何のためにデータを集め、集めたデータをどう活用するのかという利用者の視点が抜け落ちた“デジタル化”など、百害あって一利なし。
◆東京の歯科医院に北海道から通う患者はほぼゼロ
同じようなことを、いま政府が進めている医療DXにも感じます。
マイナポータルで見られる医療情報は、ほとんどがレセプト情報。検査をしたことはわかっても、検査の結果はわからない。しかも、1〜3カ月前の古い情報なので、これを見て診療されるのは怖いことです。
そもそも、歯科診療所にやってくる患者さんは近隣の人。東京の歯科診療所に、北海道や九州から歯の治療に通うというケースはほとんど考えられない。それよりも、全国的なネットワークにすることで、脆弱な接続箇所から悪質なコンピュータウイルスが入り込むことのほうが怖い。そうなったら、前回書きましたが、病院は治療もできずにお手上げです。

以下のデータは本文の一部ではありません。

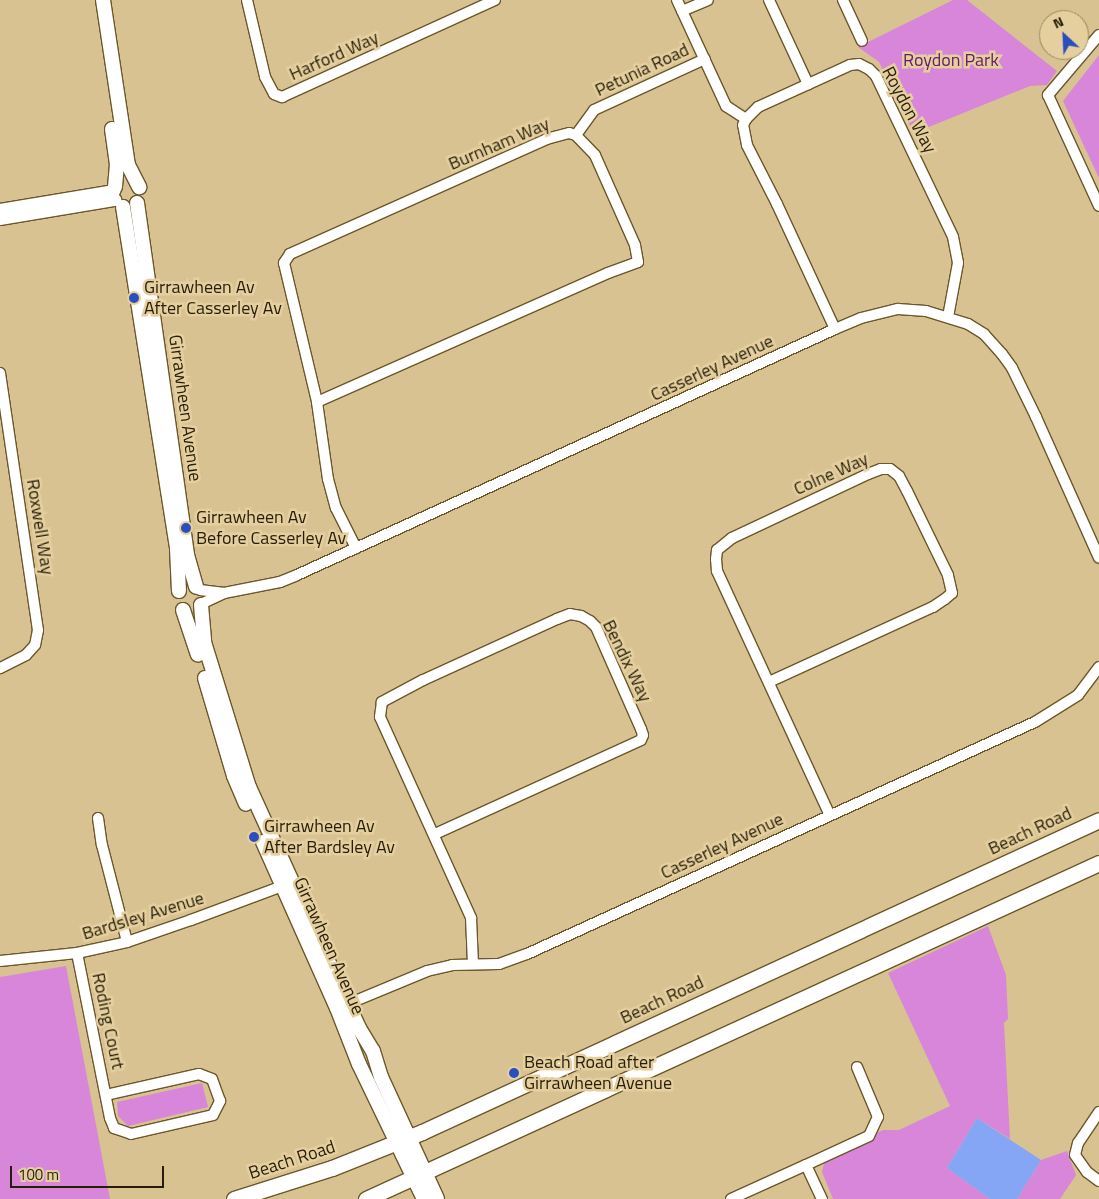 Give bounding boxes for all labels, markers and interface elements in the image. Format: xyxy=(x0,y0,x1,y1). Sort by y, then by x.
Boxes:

日本政府は“デジタル”を使いこなす能力が低く、2023年の「世界デジタル競争ランキング」では32位。韓国が6位、台湾が9位、香港が10位、中国も19位なので、メンツにかけても何とか一発逆転したいのでしょう。
ただ、それが「医療DX」で、しかも多くの企業もこれに接続するというのは、あまりにも危険と言わざるを得ません。
失敗続きの日本の“デジタル化”に、私たちはどこまで付き合わされるのでしょうか。
「東京歯科保険医新聞」2024年10月1日号7面掲載
経済ジャーナリスト 荻原 博子
プロフィール:おぎわら・ひろこ/経済ジャーナリスト。家計に根ざした視点で経済を語る。バブル崩壊直後からデフレの長期化を予想し、現金に徹した資産防衛、家計運営を提唱し続けている。新聞・経済誌などに連載。新聞、雑誌等の連載やテレビのコメンテーターとしても活躍中。近書に「マイナ保険証の罠」(文春新書)、「マイナンバーカードの大問題」(宝島社新書)など。